487 N.E.2d 1338 | Ind. Ct. App. | 1986
STATEMENT OF THE CASE
Appellants-defendants, the Rasps, et al. (Rasps), appeal a Dearborn County Court order denying their Ind. Rules of Procedure, Trial Rule 12(B)(1) and (6) motions and entering judgment in favor of appellee-plaintiff, Hidden Valley Lake, Inc. (Hidden Valley).
We reverse.
STATEMENT OF THE FACTS
On August 20, 1982, Hidden Valley filed statements of claim against appellants in separate suits in the Dearborn County Court seeking judgments for water and sewer availability fees, late charges, collection costs, and/or property taxes.
Thereafter, on September 11, 1982, the Rasps, by counsel, filed their answer in denial. On the same day they filed an unverified motion to dismiss under Ind.
On March 15, 1984, the Rasps filed a second unverified motion to dismiss under T.R. 12(B)(1) alleging that the Dearborn County Court lacked jurisdiction to hear the suit because it was a suit to enforce a lien. Though a legal memorandum supporting the motion was filed on March 26, 1984, no affidavits accompanied it.
On April 5, 1984, Hidden Valley filed an unverified legal memorandum in opposition to the T.R. 12(B)(6) motions.
On December 14, 1984, the trial court entered an order denying the two motions to dismiss and in the same order entered judgments for Hidden Valley against the Rasps, Ruble, the Barnes and the Smiths in the amounts claimed above. The record does not reflect that a trial was held or that evidence was taken. No affidavits were filed nor were the T.R. 12 motions converted into motions for summary judgment. There did appear in the record a joint stipulation which reads as follows:
“Comes now William R. Pfister as Attorney for Hidden Valley Lake, Inc., Plaintiff in several cases pending before this Court, wherein Hidden Valley Lake, Inc., has filed its action to collect for water availability charges and sewer availability charges. Comes now Robert Ewbank, Attorney for certain Defendants in said causes. It is now shown to the Court that the issues raised have been briefed and submitted to this Court and that in the interest of conservation of Judicial Time, that the undersigned have agreed that in each case where Robert Ewbank has or does enter appearance, said case will be held in abeyance and the matter submitted to the Court on the same pleadings and Memoranda as heretofore submitted to the Court in Cause No. SC-504-82
This agreement subject to approval by the Court.”
A Motion to Correct Errors was filed by the defendants in all cases on February 12, 1985, to which was filed by Hidden Valley on February 21, 1985, an unverified Statement in Opposition thereto. That Statement in Opposition alleges that the County Court Judge who entered the judgment had left office on December 31, 1984, and a copy of the Motion to Correct Errors was not served on him as required by Ind. Rules of Procedure, Trial Rule 59(C).

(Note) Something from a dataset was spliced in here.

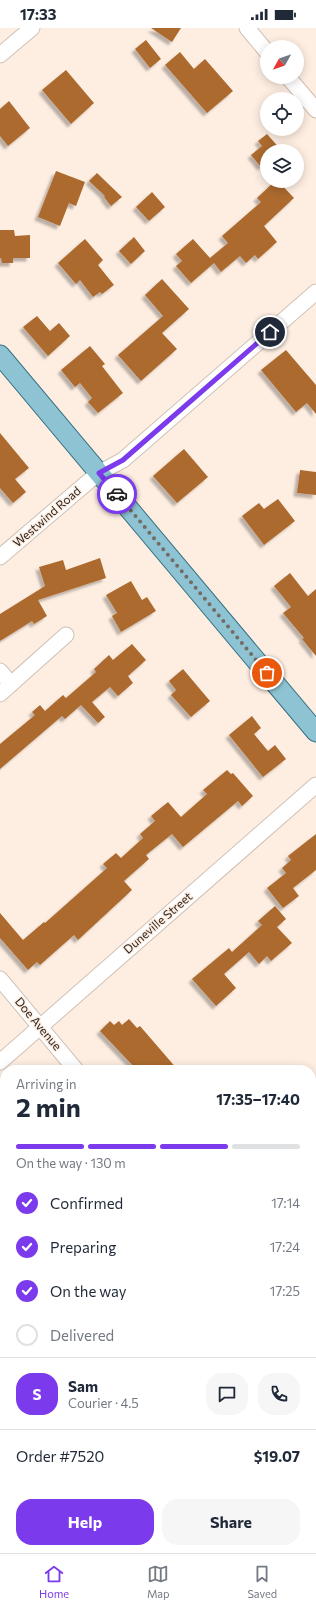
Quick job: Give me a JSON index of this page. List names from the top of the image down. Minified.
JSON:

The Motion to Correct Errors essentially raised the issues that the trial court committed error in: (1) entering a judgment without any form of evidentiary hearing; and (2) overruling the T.R. 12 motions. Noting that the Motion had not been served on him, the trial judge, Judge Hoffman, denied the Motion on May 3, 1985.
ISSUES
Appellants raise the following issues on appeal:
I.Does the Dearborn County Court have subject matter jurisdiction to declare or establish a lien.

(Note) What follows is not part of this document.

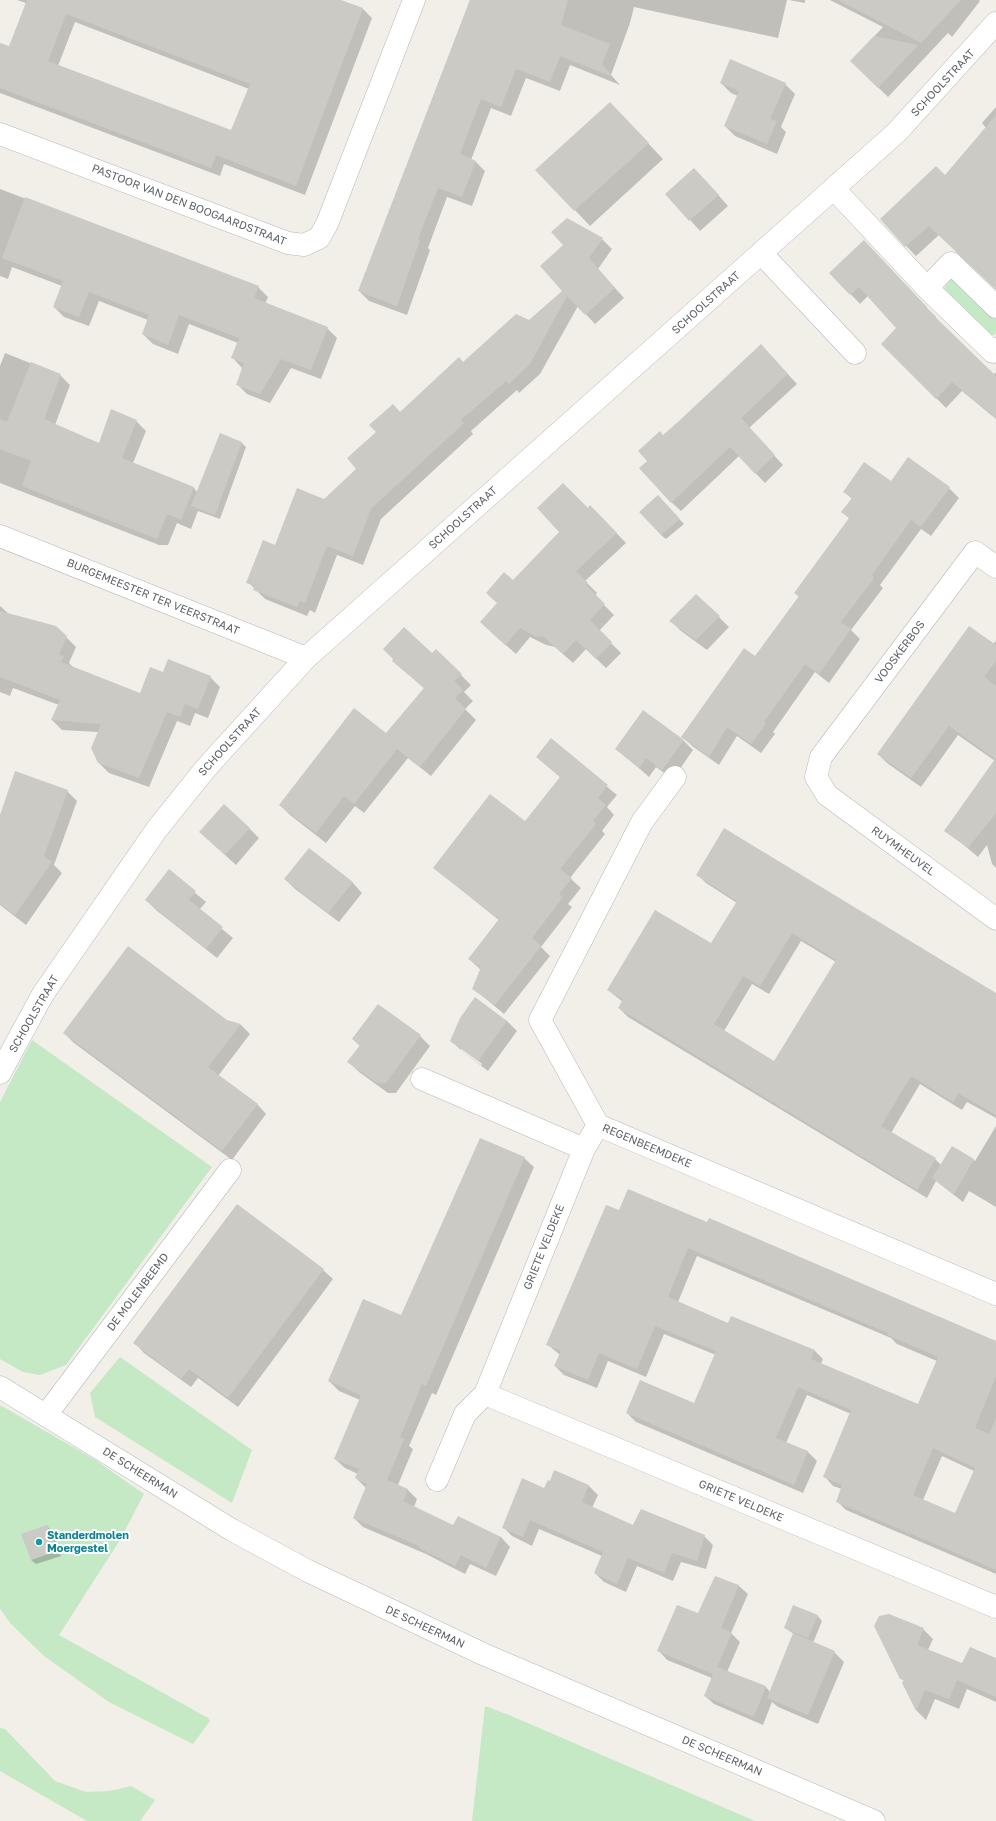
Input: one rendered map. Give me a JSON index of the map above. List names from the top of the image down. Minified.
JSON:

II.May a court enter an order of judgment where there are disputed facts and defendants have had neither a trial nor the opportunity to present evidence in any manner.
III. Whether Public Service Commission approval is necessary in order for a real estate developer to charge sewer and water availability fees.
IV. Whether a restrictive covenant contained in a deed restriction providing for sewer and water availability fees to be paid to a former real estate developer is enforceable as a matter of public policy.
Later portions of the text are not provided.